Monday, July 13, 2009

Out Stealing Horses


Do food metaphors apply to reading experiences? Some leave a lingering taste; some I can't stop nibbling. Some leave me empty, still hungry, but not necessarily for more of the same. Some are feasts, like the picnic I enjoyed in Napa Valley with my husband and friends perhaps 17 years ago, but which my senses still recall vividly. I notice that sometimes the books that I read more slowly, the ones that don't have rip-roaring, page-turning action, tend to linger longer in my head. Others that move quickly with narrative momentum fade more quickly.

This past week, as I read Per Petterson's novel Out Stealing Horses, I found the reading slow, especially in the beginning. The novel is structured so that it moves back and forth between the present, in which the protagonist Trond is in his sixties, to 1948 when he was in his early teens. He also learns details from events in his father's life a few years earlier when the Germans occupy Norway (the setting of the novel). Much of the story takes place inside his head in fact, and many questions are never answered in the story, yet the more I read, the more I felt compelled to keep reading.

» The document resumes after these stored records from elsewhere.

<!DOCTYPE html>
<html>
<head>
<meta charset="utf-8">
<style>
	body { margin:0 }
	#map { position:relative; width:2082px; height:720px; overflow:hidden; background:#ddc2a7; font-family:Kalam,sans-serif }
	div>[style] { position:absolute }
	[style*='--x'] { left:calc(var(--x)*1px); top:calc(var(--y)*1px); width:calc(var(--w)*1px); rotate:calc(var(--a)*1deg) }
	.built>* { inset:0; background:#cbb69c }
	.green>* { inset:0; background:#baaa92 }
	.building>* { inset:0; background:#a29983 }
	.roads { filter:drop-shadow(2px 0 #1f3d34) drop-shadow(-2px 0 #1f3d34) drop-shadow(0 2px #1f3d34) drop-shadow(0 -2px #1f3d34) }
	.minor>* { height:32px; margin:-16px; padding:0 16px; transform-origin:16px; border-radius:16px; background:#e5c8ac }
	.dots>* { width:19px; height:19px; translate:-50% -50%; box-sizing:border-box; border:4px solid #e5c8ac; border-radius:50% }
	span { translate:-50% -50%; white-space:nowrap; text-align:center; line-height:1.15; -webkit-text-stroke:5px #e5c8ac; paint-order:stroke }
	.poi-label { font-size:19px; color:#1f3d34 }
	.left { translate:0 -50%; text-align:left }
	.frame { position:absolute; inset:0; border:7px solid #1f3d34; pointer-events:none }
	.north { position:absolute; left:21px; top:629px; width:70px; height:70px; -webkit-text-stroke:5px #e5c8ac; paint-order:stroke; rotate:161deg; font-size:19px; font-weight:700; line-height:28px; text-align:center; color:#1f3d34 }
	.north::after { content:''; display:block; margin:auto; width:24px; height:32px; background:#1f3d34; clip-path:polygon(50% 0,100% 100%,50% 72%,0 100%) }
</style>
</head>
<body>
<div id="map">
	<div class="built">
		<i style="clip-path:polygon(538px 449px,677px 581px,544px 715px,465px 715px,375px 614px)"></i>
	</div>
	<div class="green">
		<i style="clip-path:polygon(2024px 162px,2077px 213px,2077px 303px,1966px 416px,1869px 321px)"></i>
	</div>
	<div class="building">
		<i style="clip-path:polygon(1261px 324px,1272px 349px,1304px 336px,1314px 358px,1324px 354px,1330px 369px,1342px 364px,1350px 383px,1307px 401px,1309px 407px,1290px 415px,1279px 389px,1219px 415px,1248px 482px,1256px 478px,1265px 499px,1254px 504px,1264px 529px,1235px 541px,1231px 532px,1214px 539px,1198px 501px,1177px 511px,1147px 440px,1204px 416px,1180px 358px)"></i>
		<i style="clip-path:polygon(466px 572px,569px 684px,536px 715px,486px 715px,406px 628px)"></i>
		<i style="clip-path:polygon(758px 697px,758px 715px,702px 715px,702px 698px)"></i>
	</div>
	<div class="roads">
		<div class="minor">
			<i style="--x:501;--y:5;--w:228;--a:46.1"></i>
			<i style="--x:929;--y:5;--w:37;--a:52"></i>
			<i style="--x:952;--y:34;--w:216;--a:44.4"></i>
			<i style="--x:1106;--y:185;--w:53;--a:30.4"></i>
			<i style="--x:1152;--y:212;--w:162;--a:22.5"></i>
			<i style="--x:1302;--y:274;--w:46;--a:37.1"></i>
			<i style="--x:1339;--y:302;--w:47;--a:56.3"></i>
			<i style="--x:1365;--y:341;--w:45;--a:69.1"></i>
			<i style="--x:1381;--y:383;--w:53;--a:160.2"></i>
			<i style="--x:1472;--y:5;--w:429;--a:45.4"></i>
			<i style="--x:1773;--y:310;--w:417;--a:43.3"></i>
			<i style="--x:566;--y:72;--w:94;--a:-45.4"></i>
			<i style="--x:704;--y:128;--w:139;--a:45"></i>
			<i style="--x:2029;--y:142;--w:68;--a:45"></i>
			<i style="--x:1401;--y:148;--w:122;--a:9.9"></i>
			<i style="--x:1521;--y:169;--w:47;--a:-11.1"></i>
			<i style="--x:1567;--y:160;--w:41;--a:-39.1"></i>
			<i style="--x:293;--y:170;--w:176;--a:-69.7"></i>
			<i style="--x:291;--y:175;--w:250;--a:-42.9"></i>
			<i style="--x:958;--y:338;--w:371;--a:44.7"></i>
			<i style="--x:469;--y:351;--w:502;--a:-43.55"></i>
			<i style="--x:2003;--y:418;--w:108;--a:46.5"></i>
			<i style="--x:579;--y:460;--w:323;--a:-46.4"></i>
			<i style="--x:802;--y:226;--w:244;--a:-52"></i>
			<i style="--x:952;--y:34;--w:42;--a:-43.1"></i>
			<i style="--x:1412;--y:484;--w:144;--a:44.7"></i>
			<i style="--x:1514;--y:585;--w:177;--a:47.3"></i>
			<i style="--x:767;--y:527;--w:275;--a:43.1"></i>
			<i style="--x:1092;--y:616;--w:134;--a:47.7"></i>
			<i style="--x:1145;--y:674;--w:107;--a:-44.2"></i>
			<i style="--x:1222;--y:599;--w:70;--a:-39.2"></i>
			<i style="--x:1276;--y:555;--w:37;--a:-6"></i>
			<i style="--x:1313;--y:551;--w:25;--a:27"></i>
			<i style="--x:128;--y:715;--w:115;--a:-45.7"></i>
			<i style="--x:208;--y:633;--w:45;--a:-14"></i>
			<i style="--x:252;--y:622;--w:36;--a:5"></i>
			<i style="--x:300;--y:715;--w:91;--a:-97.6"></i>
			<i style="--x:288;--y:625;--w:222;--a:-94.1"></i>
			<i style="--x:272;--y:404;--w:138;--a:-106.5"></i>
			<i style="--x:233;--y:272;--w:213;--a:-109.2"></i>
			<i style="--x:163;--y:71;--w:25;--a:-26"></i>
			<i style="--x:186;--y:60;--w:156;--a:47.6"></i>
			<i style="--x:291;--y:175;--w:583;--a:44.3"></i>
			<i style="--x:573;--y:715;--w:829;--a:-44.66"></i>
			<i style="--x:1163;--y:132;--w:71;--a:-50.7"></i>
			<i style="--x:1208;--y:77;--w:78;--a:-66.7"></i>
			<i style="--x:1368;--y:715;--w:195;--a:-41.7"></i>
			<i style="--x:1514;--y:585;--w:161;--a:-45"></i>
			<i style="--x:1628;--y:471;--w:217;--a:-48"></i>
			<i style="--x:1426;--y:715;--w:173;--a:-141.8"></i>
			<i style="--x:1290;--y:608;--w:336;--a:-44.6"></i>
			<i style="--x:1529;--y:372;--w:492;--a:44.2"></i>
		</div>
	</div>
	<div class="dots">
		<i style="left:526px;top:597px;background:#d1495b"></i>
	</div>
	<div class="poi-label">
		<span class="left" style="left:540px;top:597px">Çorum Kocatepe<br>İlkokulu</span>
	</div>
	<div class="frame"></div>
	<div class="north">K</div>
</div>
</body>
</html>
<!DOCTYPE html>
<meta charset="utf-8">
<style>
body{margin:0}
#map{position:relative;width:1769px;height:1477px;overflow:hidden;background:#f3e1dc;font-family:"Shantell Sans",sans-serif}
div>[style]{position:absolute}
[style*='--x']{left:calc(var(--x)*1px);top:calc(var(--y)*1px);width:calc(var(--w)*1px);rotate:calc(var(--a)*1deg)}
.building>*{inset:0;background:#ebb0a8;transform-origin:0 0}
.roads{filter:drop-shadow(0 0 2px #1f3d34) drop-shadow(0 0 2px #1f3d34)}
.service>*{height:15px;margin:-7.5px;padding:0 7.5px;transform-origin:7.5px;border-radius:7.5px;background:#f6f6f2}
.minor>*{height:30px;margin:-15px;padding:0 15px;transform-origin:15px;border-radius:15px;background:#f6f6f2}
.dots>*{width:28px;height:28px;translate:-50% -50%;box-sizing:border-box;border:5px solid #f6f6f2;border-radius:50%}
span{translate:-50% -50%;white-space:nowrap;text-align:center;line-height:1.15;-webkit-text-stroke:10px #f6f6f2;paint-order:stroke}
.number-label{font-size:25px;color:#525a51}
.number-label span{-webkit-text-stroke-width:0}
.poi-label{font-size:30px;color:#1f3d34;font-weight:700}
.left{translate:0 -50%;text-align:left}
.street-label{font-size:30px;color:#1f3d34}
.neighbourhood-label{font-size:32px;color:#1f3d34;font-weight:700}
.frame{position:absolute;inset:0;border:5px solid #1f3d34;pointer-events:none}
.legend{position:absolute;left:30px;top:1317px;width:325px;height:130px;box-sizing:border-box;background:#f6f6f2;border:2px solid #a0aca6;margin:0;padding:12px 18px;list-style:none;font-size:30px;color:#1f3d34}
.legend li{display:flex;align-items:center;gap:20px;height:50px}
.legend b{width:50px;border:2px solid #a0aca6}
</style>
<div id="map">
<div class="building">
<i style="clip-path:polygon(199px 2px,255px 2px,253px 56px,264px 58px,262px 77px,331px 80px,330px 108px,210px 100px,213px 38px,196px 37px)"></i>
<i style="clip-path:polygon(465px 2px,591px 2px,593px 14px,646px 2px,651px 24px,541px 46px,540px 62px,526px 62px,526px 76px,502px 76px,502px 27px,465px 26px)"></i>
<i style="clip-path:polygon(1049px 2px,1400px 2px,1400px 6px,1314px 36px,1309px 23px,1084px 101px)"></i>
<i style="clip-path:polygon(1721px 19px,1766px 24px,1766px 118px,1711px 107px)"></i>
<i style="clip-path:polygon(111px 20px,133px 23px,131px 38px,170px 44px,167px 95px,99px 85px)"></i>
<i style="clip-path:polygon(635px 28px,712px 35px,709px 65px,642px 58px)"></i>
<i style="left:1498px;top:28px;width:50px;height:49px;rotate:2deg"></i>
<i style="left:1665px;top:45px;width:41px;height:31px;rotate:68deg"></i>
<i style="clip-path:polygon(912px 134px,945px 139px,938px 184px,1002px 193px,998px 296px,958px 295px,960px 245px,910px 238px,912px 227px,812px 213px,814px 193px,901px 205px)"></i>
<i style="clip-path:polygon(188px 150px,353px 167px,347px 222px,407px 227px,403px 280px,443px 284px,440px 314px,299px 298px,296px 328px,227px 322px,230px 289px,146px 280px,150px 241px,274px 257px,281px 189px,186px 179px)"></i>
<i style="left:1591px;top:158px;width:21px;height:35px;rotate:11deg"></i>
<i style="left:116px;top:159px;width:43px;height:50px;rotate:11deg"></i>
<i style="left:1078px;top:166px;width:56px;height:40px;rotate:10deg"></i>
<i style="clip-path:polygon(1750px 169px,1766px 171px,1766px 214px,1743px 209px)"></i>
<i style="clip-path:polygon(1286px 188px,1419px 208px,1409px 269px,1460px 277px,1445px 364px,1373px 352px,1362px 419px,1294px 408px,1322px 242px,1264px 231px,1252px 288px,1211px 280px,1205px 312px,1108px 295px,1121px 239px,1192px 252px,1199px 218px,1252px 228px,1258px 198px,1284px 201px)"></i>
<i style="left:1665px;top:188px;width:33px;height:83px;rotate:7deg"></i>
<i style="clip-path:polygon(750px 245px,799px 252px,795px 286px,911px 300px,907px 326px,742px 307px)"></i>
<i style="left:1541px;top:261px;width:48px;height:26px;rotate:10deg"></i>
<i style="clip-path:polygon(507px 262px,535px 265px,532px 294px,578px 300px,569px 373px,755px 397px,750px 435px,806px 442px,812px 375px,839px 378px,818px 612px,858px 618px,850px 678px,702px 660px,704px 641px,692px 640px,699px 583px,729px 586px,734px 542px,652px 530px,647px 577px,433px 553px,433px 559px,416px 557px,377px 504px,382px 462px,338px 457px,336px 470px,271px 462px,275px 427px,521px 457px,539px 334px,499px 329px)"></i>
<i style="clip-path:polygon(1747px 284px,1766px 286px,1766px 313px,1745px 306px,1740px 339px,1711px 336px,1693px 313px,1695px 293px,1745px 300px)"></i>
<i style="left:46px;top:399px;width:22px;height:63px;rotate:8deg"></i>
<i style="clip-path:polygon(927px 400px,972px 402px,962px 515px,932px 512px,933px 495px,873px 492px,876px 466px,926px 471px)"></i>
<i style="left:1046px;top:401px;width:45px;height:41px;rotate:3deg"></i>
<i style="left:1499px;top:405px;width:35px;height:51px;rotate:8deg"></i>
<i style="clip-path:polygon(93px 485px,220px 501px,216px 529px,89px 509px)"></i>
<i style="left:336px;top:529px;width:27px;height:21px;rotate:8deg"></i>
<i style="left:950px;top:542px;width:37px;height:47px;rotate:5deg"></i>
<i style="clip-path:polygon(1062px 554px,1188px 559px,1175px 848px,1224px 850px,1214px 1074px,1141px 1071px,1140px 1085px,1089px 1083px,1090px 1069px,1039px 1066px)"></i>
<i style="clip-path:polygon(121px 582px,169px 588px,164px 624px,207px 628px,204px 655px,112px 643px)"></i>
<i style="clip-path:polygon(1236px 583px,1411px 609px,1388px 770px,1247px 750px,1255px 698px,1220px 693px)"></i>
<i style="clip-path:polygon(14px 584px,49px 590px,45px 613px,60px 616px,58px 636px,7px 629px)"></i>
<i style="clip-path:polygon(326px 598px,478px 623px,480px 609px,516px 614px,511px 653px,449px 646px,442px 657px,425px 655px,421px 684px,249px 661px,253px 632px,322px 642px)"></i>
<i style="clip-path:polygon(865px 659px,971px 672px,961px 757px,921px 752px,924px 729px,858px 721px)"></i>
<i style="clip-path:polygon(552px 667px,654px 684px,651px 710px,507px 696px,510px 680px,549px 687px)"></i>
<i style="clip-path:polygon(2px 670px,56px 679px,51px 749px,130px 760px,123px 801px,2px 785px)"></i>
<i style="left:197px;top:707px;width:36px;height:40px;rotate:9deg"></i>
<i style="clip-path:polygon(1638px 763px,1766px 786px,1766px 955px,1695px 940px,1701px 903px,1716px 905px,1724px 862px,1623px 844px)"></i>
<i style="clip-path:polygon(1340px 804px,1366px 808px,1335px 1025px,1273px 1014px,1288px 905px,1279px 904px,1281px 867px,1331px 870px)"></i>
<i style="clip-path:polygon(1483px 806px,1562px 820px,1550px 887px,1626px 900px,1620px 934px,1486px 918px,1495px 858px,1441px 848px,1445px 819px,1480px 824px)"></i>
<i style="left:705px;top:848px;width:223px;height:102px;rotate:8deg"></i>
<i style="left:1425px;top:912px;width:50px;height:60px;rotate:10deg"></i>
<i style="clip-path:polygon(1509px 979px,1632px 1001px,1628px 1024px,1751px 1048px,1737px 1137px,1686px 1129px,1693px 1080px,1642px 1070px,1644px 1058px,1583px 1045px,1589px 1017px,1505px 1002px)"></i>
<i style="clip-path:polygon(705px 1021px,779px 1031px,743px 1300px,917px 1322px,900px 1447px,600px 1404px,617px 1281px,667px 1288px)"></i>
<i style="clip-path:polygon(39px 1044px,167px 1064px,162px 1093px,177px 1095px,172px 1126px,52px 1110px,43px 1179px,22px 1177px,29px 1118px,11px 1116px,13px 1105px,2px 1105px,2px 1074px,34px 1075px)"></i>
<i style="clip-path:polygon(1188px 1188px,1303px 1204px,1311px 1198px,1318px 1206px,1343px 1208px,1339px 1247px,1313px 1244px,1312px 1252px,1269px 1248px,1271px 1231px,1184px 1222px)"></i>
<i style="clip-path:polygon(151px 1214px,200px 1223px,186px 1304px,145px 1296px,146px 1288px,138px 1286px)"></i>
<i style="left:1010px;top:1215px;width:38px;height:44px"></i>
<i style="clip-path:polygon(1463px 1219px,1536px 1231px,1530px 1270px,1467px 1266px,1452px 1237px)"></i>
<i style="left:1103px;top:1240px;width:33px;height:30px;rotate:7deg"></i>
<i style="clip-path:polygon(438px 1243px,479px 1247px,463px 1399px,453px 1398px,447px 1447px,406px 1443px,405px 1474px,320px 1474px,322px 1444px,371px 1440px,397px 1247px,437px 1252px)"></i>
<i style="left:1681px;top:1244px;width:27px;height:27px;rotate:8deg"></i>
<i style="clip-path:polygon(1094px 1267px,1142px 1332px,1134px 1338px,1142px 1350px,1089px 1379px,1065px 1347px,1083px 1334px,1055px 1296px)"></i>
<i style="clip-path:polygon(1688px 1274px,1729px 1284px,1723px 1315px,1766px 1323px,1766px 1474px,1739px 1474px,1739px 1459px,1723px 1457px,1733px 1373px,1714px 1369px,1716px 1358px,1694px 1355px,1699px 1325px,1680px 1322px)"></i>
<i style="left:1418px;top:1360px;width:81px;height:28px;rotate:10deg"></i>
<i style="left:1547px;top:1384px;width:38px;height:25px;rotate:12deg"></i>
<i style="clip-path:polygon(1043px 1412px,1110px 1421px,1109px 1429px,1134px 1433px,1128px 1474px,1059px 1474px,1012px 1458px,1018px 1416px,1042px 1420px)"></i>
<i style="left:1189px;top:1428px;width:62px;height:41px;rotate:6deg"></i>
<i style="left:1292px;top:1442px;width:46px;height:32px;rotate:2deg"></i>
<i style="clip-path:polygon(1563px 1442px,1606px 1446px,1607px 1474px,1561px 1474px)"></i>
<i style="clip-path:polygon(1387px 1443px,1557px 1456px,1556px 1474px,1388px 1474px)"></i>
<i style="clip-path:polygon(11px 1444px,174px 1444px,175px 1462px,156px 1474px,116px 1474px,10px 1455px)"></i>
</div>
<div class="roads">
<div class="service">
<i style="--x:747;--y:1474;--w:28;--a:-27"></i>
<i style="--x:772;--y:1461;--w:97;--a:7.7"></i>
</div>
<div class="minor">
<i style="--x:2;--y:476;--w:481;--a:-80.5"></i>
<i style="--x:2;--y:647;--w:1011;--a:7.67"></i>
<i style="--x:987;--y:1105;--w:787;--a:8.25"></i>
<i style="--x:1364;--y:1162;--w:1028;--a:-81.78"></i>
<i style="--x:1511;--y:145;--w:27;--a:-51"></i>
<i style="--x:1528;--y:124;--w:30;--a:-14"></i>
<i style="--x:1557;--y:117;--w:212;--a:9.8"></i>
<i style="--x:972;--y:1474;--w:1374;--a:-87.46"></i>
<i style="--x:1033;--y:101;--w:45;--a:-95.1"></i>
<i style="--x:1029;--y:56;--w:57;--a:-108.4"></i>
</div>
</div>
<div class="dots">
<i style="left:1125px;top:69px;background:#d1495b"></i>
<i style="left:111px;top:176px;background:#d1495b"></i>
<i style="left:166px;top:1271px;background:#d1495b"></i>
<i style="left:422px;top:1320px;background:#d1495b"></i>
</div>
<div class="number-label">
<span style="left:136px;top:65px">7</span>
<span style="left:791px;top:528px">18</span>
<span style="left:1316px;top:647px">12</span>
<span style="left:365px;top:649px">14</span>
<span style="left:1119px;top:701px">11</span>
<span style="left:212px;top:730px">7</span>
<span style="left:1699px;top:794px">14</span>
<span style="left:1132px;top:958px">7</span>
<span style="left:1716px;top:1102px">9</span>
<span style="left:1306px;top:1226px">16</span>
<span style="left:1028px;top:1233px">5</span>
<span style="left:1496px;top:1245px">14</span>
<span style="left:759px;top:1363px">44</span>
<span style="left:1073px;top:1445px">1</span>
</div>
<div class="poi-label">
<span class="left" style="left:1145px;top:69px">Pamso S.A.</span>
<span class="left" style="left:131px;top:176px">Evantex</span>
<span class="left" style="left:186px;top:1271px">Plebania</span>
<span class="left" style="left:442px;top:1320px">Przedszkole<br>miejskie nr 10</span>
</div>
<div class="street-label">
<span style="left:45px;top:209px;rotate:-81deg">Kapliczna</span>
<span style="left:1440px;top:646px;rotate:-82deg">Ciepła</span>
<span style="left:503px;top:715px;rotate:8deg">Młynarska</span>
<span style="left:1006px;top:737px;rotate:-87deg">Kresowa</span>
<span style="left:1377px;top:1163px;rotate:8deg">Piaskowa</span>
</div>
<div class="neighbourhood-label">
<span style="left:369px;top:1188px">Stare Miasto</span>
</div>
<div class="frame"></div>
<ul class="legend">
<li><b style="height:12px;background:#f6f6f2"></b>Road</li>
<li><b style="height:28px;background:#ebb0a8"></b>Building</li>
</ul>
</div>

The satisfaction came in the way the author wove certain subtle threads through the novel, including the one with which he finishes the book. Nothing about the book is didactic or heavy-handed. There really are no bad guys in the book (even the German soldiers are revealed sympathetically as young boys who under different circumstances would not be considered evil or frightening.) Bad things do happen, though, through the course of the story--an accidental death, apparent adultery, abandonment by a parent. In the course of the story, though, he reveals how this boy (who is actually an older man through much of the book) became a man.